Page 84 - 2021 Medical Plan SPD
P. 84

Texas Mutual Insurance Company Medical Plan



                                     Section 5: How to File a Claim



               Claims Procedures

               You can obtain a claim form by contacting the Claims Administrator at www.myuhc.com or the telephone
               number on your ID card. If you do not have a claim form, attach the bill from your provider to a brief letter
               of explanation. Verify that your provider's bill contains the Required Information listed below. If any
               Required Information is missing from the bill, you can include it in your letter.

               How Are Covered Health Care Services from an Out-of-Network
               Provider Paid?

               When you receive Covered Health Care Services from an out-of-Network provider, you are responsible
               for requesting payment from the Claims Administrator. You must file the claim in a format that contains all
               of the information the Claims Administrator requires, as described below.
               You should submit a request for payment of Benefits within 90 days after the date of service. If you don't
               provide this information to the Claims Administrator within one year of the date of service, Benefits for that
               health care service will be denied or reduced, as determined by the Claims Administrator. This time limit
               does not apply if you are legally incapacitated. If your claim relates to an Inpatient Stay, the date of
               service is the date your Inpatient Stay ends.


               Required Information
               When you request payment of Benefits from the Claims Administrator, you must provide the Claims
               Administrator with all of the following information:
               •     The Participant's name and address.
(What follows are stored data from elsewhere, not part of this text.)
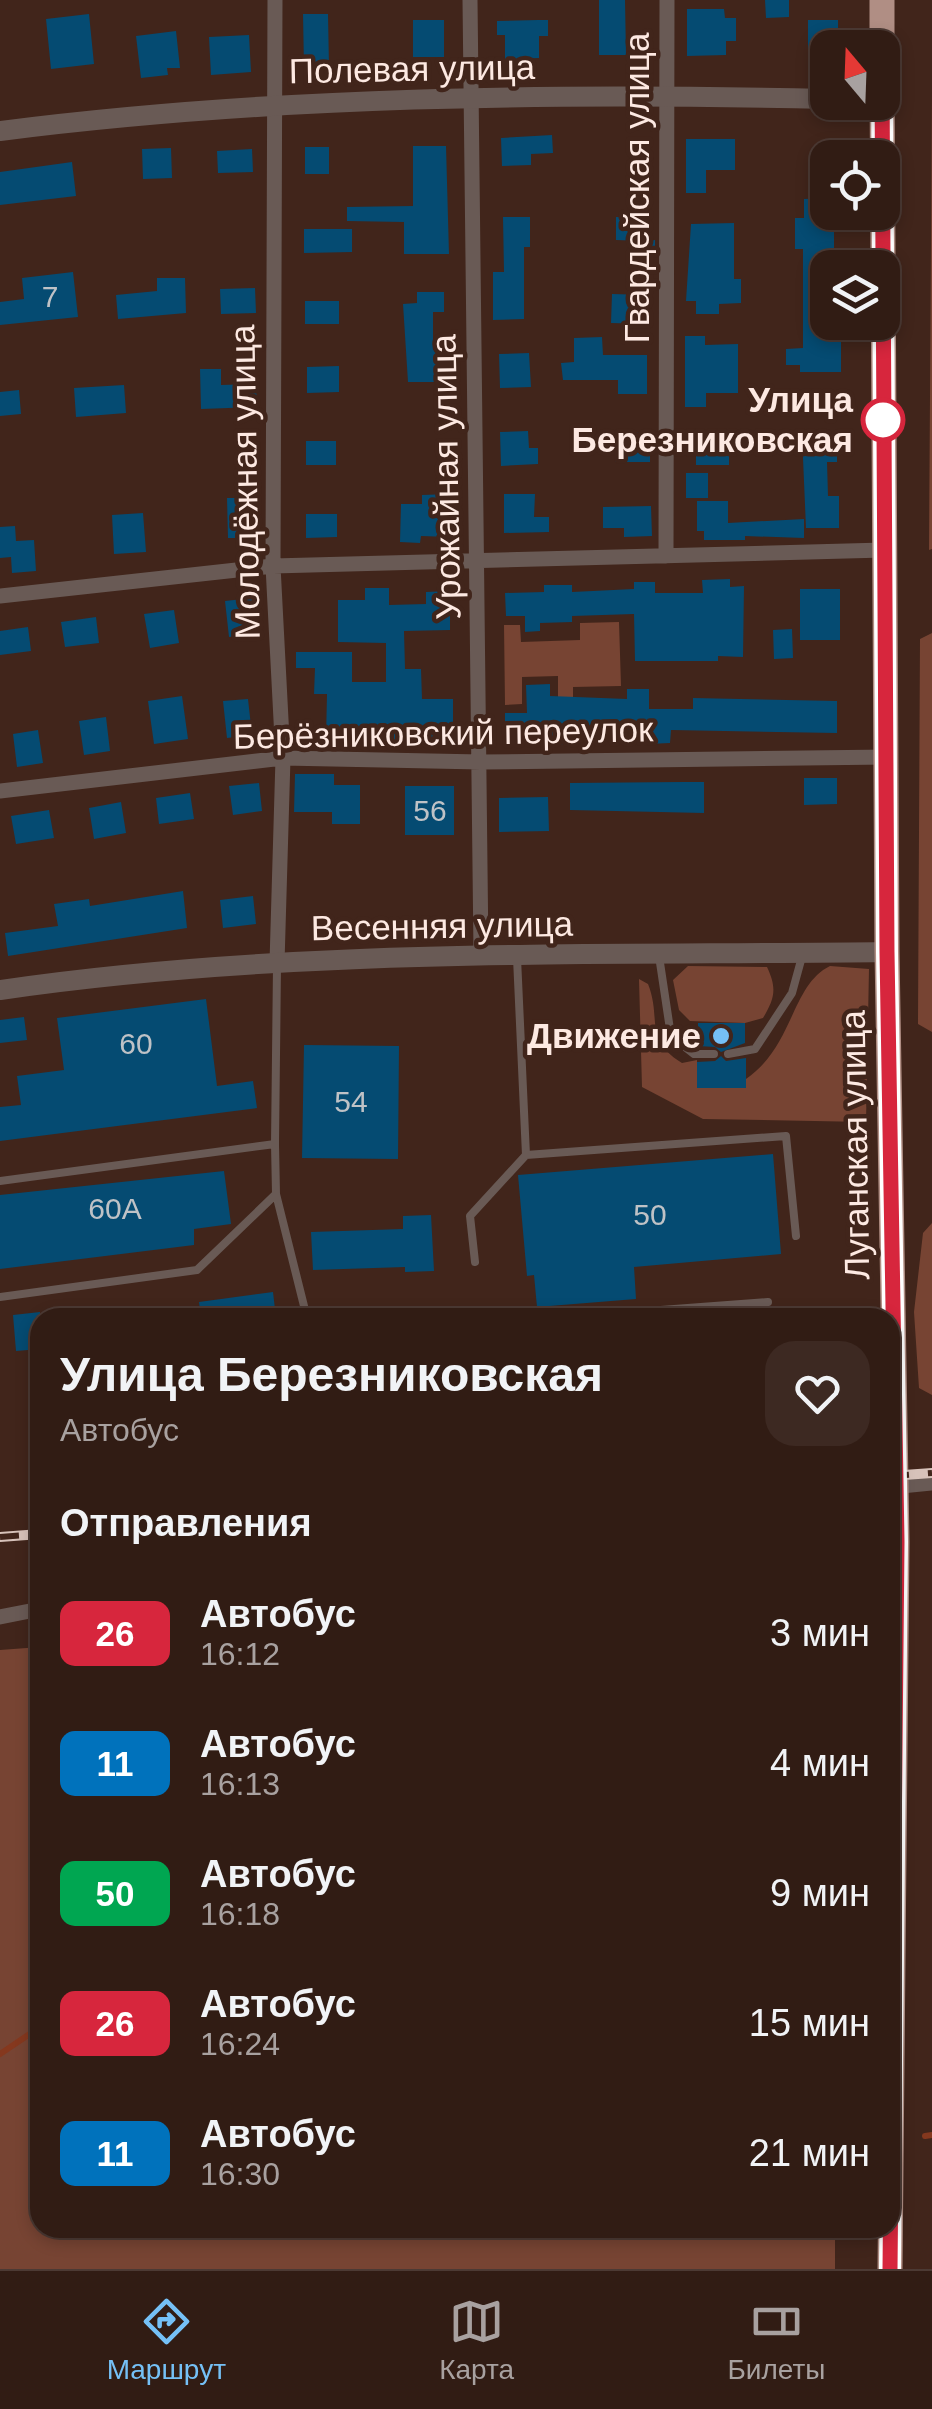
<!DOCTYPE html>
<html lang="ru">
<head>
<meta charset="utf-8">
<style>
  body { margin:0; font-family:Helvetica,sans-serif; background:#3d2922; color:#f1f3f6; height:100vh; display:flex; flex-direction:column; font-size:38px; white-space:nowrap }
  * { box-sizing:border-box; margin:0 }
  p { font-size:32px; color:#a8a1a0 }
  .icon { flex:none; width:55px; height:55px; fill:none; stroke:currentColor; stroke-width:2; stroke-linecap:round; stroke-linejoin:round }
  .map { position:relative; flex:1; overflow:hidden }
  .details { position:absolute; left:30px; top:1308px; width:870px; height:930px; display:flex; flex-direction:column; background:#311c14; border-radius:30px; box-shadow:0 5px 15px #0003,0 0 0 2px #4c3a34 }
  .details>* { flex:none }
  .badge { padding:0 20px; border-radius:15px; font-size:35px; line-height:65px }
  .needle { width:65px; rotate:341deg }
  .controls { position:absolute; left:810px; top:30px; display:grid; gap:20px }
  .controls a { display:grid; place-items:center; width:90px; height:90px; border-radius:20px; background:#311c14; box-shadow:0 5px 15px #0003,0 0 0 2px #4c3a34; font-size:50px }
  .map>.badge { position:absolute; translate:-50% -50%; box-shadow:0 0 0 5px #fff }
  h2 { padding:0 30px; font-size:38px; line-height:90px }
  .round { display:grid; place-items:center; flex:none; width:105px; height:105px; border-radius:30px; background:#3d2922 }
  .overview { display:flex; align-items:center; justify-content:space-between; height:170px; padding:0 30px }
  h1 { font-size:48px; font-weight:600; line-height:75px }
  ul { padding:0; list-style:none }
  li { display:flex; align-items:center; gap:30px; height:130px; padding:0 30px }
  li div { flex:1 }
  li b { display:block; font-size:38px }
  li em { font-style:normal }
  li .badge { min-width:110px; font-weight:700; text-align:center }
  .tabs { display:flex; justify-content:space-around; align-items:center; height:140px; border-top:2px solid #4c3a34; background:#311c14; font-size:28px; color:#a8a1a0 }
  .tabs a { display:grid; justify-items:center; gap:5px }
  .tabs .active { color:#75c0f6 }
  .map>svg:first-child { display:block }
</style>
</head>
<body>
<div class="map">
<svg width="932" height="2269" viewBox="0 0 932 2269">
  <rect width="100%" height="100%" fill="#41251b"/>
  <path fill="#743" d="M 932,91 L 932,549 L 929,550 Z
    M 619,622 L 621,686 L 573,687 L 573,698 L 558,699 L 558,676 L 522,677 L 522,704 L 505,705 L 504,625 L 520,625 L 521,642 L 580,640 L 580,623 Z
    M 932,633 L 932,1032 L 918,1024 L 920,639 Z
    M 688,966 L 767,967 C 777,988 775,998 763,1018 L 745,1023 L 690,1021 L 679,1010 L 673,980 Z
    M 830,966 L 869,969 L 866,1122 L 703,1119 L 642,1087 L 639,979 L 648,984 C 662,1019 643,1039 682,1063 L 697,1060 L 697,1088 L 746,1088 L 746,1079 C 794,1046 791,985 830,966 Z
    M 932,1223 L 932,1395 L 919,1388 L 914,1312 L 923,1233 Z
    M 40,1647 L 40,2228 L 835,2228 L 835,2269 L 0,2269 L 0,1650 Z"/>
  <g fill="none" stroke-linecap="round" stroke-linejoin="round">
    <path stroke="#85381e" stroke-width="6" d="M 0,2054 L 40,2027
      M 925,2136 L 932,2135"/>
  </g>
  <path fill="#054b72" d="M 599,0 L 625,0 L 626,55 L 599,55 Z
    M 765,0 L 789,0 L 789,17 L 766,18 Z
    M 687,9 L 724,9 L 725,18 L 736,18 L 736,41 L 726,41 L 726,55 L 687,56 Z
    M 89,14 L 94,64 L 51,69 L 46,19 Z
    M 303,14 L 328,14 L 329,67 L 304,67 Z
    M 413,20 L 444,20 L 444,57 L 413,57 Z
    M 538,20 L 548,20 L 548,36 L 539,36 L 539,58 L 505,59 L 505,35 L 497,35 L 497,21 Z
    M 808,20 L 838,20 L 838,48 L 808,52 Z
    M 176,31 L 180,68 L 167,68 L 168,75 L 141,78 L 136,36 Z
    M 249,35 L 251,72 L 211,75 L 209,37 Z
    M 552,135 L 553,153 L 531,154 L 531,165 L 502,166 L 501,138 Z
    M 686,139 L 735,139 L 735,170 L 706,170 L 706,193 L 686,193 Z
    M 413,146 L 446,146 L 449,254 L 404,254 L 404,222 L 347,221 L 347,207 L 413,206 Z
    M 305,147 L 329,147 L 329,174 L 305,174 Z
    M 171,148 L 172,178 L 143,179 L 142,149 Z
    M 252,149 L 253,172 L 218,173 L 217,151 Z
    M 72,162 L 76,196 L 0,205 L 0,172 Z
    M 828,198 L 828,212 L 834,212 L 834,249 L 828,249 L 828,334 L 841,334 L 841,372 L 800,372 L 800,365 L 786,365 L 786,349 L 803,348 L 803,249 L 795,249 L 795,218 L 804,218 L 804,199 Z
    M 503,217 L 530,217 L 530,247 L 524,247 L 524,319 L 493,320 L 493,272 L 504,272 Z
    M 616,217 L 645,218 L 645,241 L 655,240 L 655,256 L 632,256 L 632,241 L 643,241 L 616,240 Z
    M 734,223 L 734,279 L 741,279 L 741,303 L 719,304 L 719,314 L 696,314 L 696,301 L 686,301 L 691,224 Z
    M 304,229 L 352,229 L 352,252 L 304,253 Z
    M 73,272 L 78,317 L 0,325 L 0,302 L 24,299 L 22,278 Z
    M 157,278 L 185,278 L 186,313 L 118,319 L 116,295 L 157,291 Z
    M 255,288 L 256,313 L 221,314 L 220,289 Z
    M 417,292 L 444,292 L 444,312 L 433,312 L 433,350 L 446,350 L 446,382 L 408,382 L 403,304 L 417,303 Z
    M 612,294 L 648,295 L 647,324 L 611,323 Z
    M 305,301 L 339,301 L 339,324 L 305,324 Z
    M 685,336 L 705,336 L 705,345 L 738,344 L 738,393 L 706,393 L 706,407 L 685,407 Z
    M 602,337 L 603,355 L 647,355 L 647,394 L 618,394 L 618,380 L 563,380 L 561,363 L 574,362 L 574,338 Z
    M 529,353 L 531,387 L 500,388 L 499,354 Z
    M 339,366 L 339,392 L 307,393 L 307,367 Z
    M 200,369 L 221,369 L 221,385 L 256,384 L 257,407 L 201,409 Z
    M 124,385 L 126,413 L 76,417 L 74,388 Z
    M 19,390 L 21,414 L 0,416 L 0,392 Z
    M 528,431 L 529,448 L 538,448 L 538,464 L 501,466 L 500,432 Z
    M 615,432 L 650,432 L 650,462 L 615,462 Z
    M 802,435 L 837,435 L 837,462 L 827,462 L 828,496 L 839,496 L 839,528 L 806,528 Z
    M 696,436 L 729,436 L 729,465 L 696,465 Z
    M 306,441 L 336,441 L 336,465 L 306,465 Z
    M 686,473 L 708,473 L 708,498 L 686,498 Z
    M 451,494 L 450,537 L 421,536 L 420,543 L 400,542 L 401,504 L 422,504 L 422,495 Z
    M 504,494 L 535,494 L 534,517 L 549,517 L 549,532 L 504,533 Z
    M 227,498 L 254,498 L 254,538 L 228,538 Z
    M 697,501 L 728,501 L 728,523 L 804,519 L 804,538 L 745,536 L 745,540 L 704,540 L 704,531 L 697,531 Z
    M 651,506 L 652,536 L 624,537 L 624,528 L 603,528 L 603,507 Z
    M 143,513 L 146,552 L 114,554 L 112,515 Z
    M 306,514 L 337,514 L 337,537 L 306,538 Z
    M 15,526 L 16,541 L 34,540 L 36,571 L 12,573 L 11,557 L 0,558 L 0,527 Z
    M 730,579 L 730,587 L 744,586 L 743,657 L 718,656 L 718,661 L 635,661 L 634,614 L 572,616 L 572,622 L 540,623 L 540,631 L 525,632 L 525,616 L 506,616 L 505,593 L 544,592 L 544,585 L 572,585 L 572,592 L 634,589 L 634,582 L 655,582 L 655,593 L 703,593 L 702,580 Z
    M 365,588 L 389,588 L 389,605 L 426,604 L 426,592 L 450,591 L 450,630 L 404,631 L 405,669 L 421,669 L 422,699 L 453,699 L 453,738 L 428,738 L 428,746 L 385,746 L 385,739 L 326,739 L 327,694 L 314,694 L 315,668 L 296,668 L 296,652 L 352,652 L 352,682 L 386,682 L 386,643 L 338,642 L 338,600 L 365,600 Z
    M 800,589 L 840,589 L 840,640 L 800,640 Z
    M 252,598 L 256,634 L 229,637 L 225,601 Z
    M 174,610 L 179,643 L 150,648 L 144,614 Z
    M 96,617 L 99,643 L 65,647 L 61,622 Z
    M 28,627 L 31,651 L 0,655 L 0,631 Z
    M 792,629 L 793,658 L 774,659 L 773,630 Z
    M 550,684 L 550,696 L 627,699 L 627,689 L 649,689 L 649,709 L 693,709 L 693,698 L 837,701 L 837,733 L 671,730 L 670,743 L 648,744 L 648,730 L 608,730 L 608,735 L 565,734 L 565,744 L 542,745 L 542,734 L 505,735 L 505,713 L 527,713 L 526,685 Z
    M 182,696 L 188,739 L 154,744 L 148,701 Z
    M 248,699 L 252,735 L 227,738 L 223,701 Z
    M 106,717 L 110,751 L 84,755 L 79,721 Z
    M 38,730 L 43,763 L 17,767 L 13,734 Z
    M 295,774 L 334,774 L 334,785 L 360,785 L 360,824 L 332,824 L 332,812 L 294,812 Z
    M 804,778 L 837,778 L 837,804 L 804,805 Z
    M 682,782 L 704,782 L 704,813 L 570,810 L 570,783 Z
    M 259,783 L 262,811 L 233,815 L 229,786 Z
    M 405,786 L 454,786 L 454,835 L 405,835 Z
    M 190,793 L 194,819 L 159,824 L 156,798 Z
    M 548,797 L 549,831 L 499,832 L 499,798 Z
    M 121,802 L 126,833 L 94,839 L 89,808 Z
    M 49,810 L 54,838 L 16,844 L 11,816 Z
    M 183,891 L 187,928 L 8,956 L 5,933 L 58,926 L 54,904 L 89,899 L 90,906 Z
    M 253,896 L 256,924 L 223,928 L 220,900 Z
    M 206,999 L 217,1086 L 253,1081 L 257,1108 L 0,1141 L 0,1107 L 21,1105 L 17,1076 L 64,1070 L 57,1018 Z
    M 24,1017 L 27,1040 L 0,1043 L 0,1020 Z
    M 698,1023 L 745,1023 L 745,1043 L 721,1052 L 715,1047 L 698,1046 Z
    M 304,1045 L 399,1046 L 398,1159 L 302,1158 Z
    M 721,1056 L 726,1061 L 746,1058 L 746,1088 L 697,1088 L 697,1062 L 715,1061 Z
    M 773,1154 L 781,1254 L 634,1267 L 636,1299 L 537,1307 L 534,1275 L 527,1276 L 518,1175 Z
    M 224,1171 L 231,1224 L 194,1229 L 194,1245 L 0,1269 L 0,1195 Z
    M 431,1215 L 434,1271 L 405,1272 L 405,1267 L 313,1270 L 311,1232 L 403,1229 L 403,1216 Z
    M 273,1292 L 276,1318 L 201,1318 L 199,1302 Z
    M 40,1312 L 40,1349 L 16,1351 L 13,1315 Z"/>
  <g fill="none" stroke-linecap="round" stroke-linejoin="round">
    <path stroke="#695a55" stroke-width="8" d="M 659,956 L 671,1036 L 694,1054 L 714,1054
      M 517,958 L 526,1155
      M 728,1054 L 755,1049 L 792,993 L 803,953
      M 0,1181 L 275,1144 L 277,966
      M 276,1194 L 307,1318
      M 475,1262 L 470,1216 L 526,1155 L 786,1136 L 796,1236
      M 0,1297 L 197,1270 L 276,1194 L 275,1144
      M 554,1318 L 768,1302"/>
    <path stroke="#695a55" stroke-width="15" d="M 275,0 L 273,566 L 283,758 L 277,963
      M 470,0 L 481,953
      M 666,556 L 667,0
      M 0,596 L 273,566 L 884,550
      M 0,791 L 283,758 L 481,762 L 889,757
      M 891,1487 L 932,1483
      M 0,1617 L 40,1609"/>
    <path stroke="#695a55" stroke-width="20" d="M 0,131 C 274,96 552,93 828,99
      M 0,990 C 294,947 591,956 887,952"/>
    <path stroke="#b08e84" stroke-width="25" d="M 882,0 L 882,48
      M 882,80 L 887,952 L 897,1542 L 890,2269"/>
    <defs>
      <path id="rail" d="M 890,1476 L 932,1473
        M 0,1537 L 40,1534"/>
    </defs>
    <use href="#rail" stroke="#d7c2ba" stroke-width="10"/>
    <use href="#rail" stroke="#41251b" stroke-width="6" stroke-dasharray="19" stroke-linecap="butt"/>
  </g>
  <g fill="none" stroke-linecap="round" stroke-linejoin="round">
    <defs>
      <path id="line" d="M 882,82 L 887,952 L 897,1542 L 890,2269"/>
    </defs>
    <use href="#line" stroke="#fff" stroke-width="22"/>
    <use href="#line" stroke="#d7263d" stroke-width="15"/>
  </g>
  <circle fill="#fff" stroke="#d7263d" stroke-width="5" cx="883" cy="420" r="20"/>
  <circle fill="#75c0f6" stroke="#41251b" stroke-width="4" cx="721" cy="1036" r="10"/>
  <g text-anchor="middle" stroke-width="9" stroke-linejoin="round" paint-order="stroke">
    <g font-size="30" fill="#bfc2c6">
      <text x="50" y="307">7</text>
      <text x="430" y="821">56</text>
      <text x="136" y="1054">60</text>
      <text x="351" y="1112">54</text>
      <text x="115" y="1219">60А</text>
      <text x="650" y="1225">50</text>
    </g>
    <g font-size="35" fill="#fde9e2" stroke="#41251b">
      <text transform="translate(412 69) rotate(-1)" y="12">Полевая улица</text>
      <text transform="translate(637 188) rotate(-90)" y="12">Гвардейская улица</text>
      <text transform="translate(446 477) rotate(-91)" y="12">Урожайная улица</text>
      <text transform="translate(245 482) rotate(-91)" y="12">Молодёжная улица</text>
      <text transform="translate(443 733) rotate(-1)" y="12">Берёзниковский переулок</text>
      <text transform="translate(442 926) rotate(-1)" y="12">Весенняя улица</text>
      <text transform="translate(855 1145) rotate(-91)" y="12">Луганская улица</text>
    </g>
    <g font-size="35" font-weight="bold" fill="#fde9e2" stroke="#41251b" text-anchor="end">
      <text x="853" y="412">Улица<tspan x="853" dy="40">Березниковская</tspan></text>
    </g>
    <g font-size="35" font-weight="bold" fill="#fde9e2" stroke="#41251b" text-anchor="end">
      <text x="701" y="1048">Движение</text>
    </g>
  </g>
</svg>
<div class="controls">
<a><svg class="needle" viewBox="-14 -14 28 28"><path d="M0-13l5 13h-10z" fill="#e53935"/><path d="M0 13l5-13h-10z" fill="#a8a1a0"/></svg></a>
<a><svg class="icon" aria-label="locate" viewBox="0 0 24 24"><circle cx="12" cy="12" r="6"/><path d="M12 2v4M12 18v4M2 12h4M18 12h4"/></svg></a>
<a><svg class="icon" aria-label="layers" viewBox="0 0 24 24"><path d="M12 4l9 5-9 5-9-5zM3 14l9 5 9-5"/></svg></a>
</div>
<section class="details">
<div class="overview"><div><h1>Улица Березниковская</h1><p>Автобус</p></div><a class="round"><svg class="icon" aria-label="heart" viewBox="0 0 24 24"><path d="M12 20l-8-8c-3-5 5-10 8-4 3-6 11-1 8 4z"/></svg></a></div>
<h2>Отправления</h2>
<ul>
<li><span class="badge" style="background:#d7263d;color:#fff">26</span><div><b>Автобус</b><p>16:12</p></div><em>3 мин</em></li>
<li><span class="badge" style="background:#0072bc;color:#fff">11</span><div><b>Автобус</b><p>16:13</p></div><em>4 мин</em></li>
<li><span class="badge" style="background:#00a651;color:#fff">50</span><div><b>Автобус</b><p>16:18</p></div><em>9 мин</em></li>
<li><span class="badge" style="background:#d7263d;color:#fff">26</span><div><b>Автобус</b><p>16:24</p></div><em>15 мин</em></li>
<li><span class="badge" style="background:#0072bc;color:#fff">11</span><div><b>Автобус</b><p>16:30</p></div><em>21 мин</em></li>
</ul>
</section>
</div>
<nav class="tabs">
<a class="active"><svg class="icon" aria-label="directions" viewBox="0 0 24 24"><path d="M12 3l9 9-9 9-9-9zM9 14v-3h6M13 9l2 2-2 2"/></svg>Маршрут</a>
<a><svg class="icon" aria-label="map" viewBox="0 0 24 24"><path d="M3 6l6-2 6 2 6-2v14l-6 2-6-2-6 2zM9 4v14M15 6v14"/></svg>Карта</a>
<a><svg class="icon" aria-label="tickets" viewBox="0 0 24 24"><path d="M3 7h18v10H3zM15 7v10"/></svg>Билеты</a>
</nav>
</body>
</html>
               •     The patient's name and age.
               •     The number stated on your ID card.

               •     The name and address of the provider of the service(s).
               •     The name and address of any ordering Physician.

               •     A diagnosis from the Physician.
               •     An itemized bill from your provider that includes the Current Procedural Terminology (CPT) codes
                     or a description of each charge.
               •     The date the Injury or Sickness began.

               •     A statement indicating either that you are, or you are not, enrolled for coverage under any other
                     health plan or program. If you are enrolled for other coverage you must include the name of the
                     other carrier(s).
               The above information should be filed with the Claims Administrator at the address on your ID card.


               Payment of Benefits
               If you provide written authorization to allow this, all or a portion of any Allowed Amounts due to a provider
               may be paid directly to the provider instead of being paid to the Participant. The Plan will not reimburse
               third parties that have purchased or been assigned benefits by Physicians or other providers.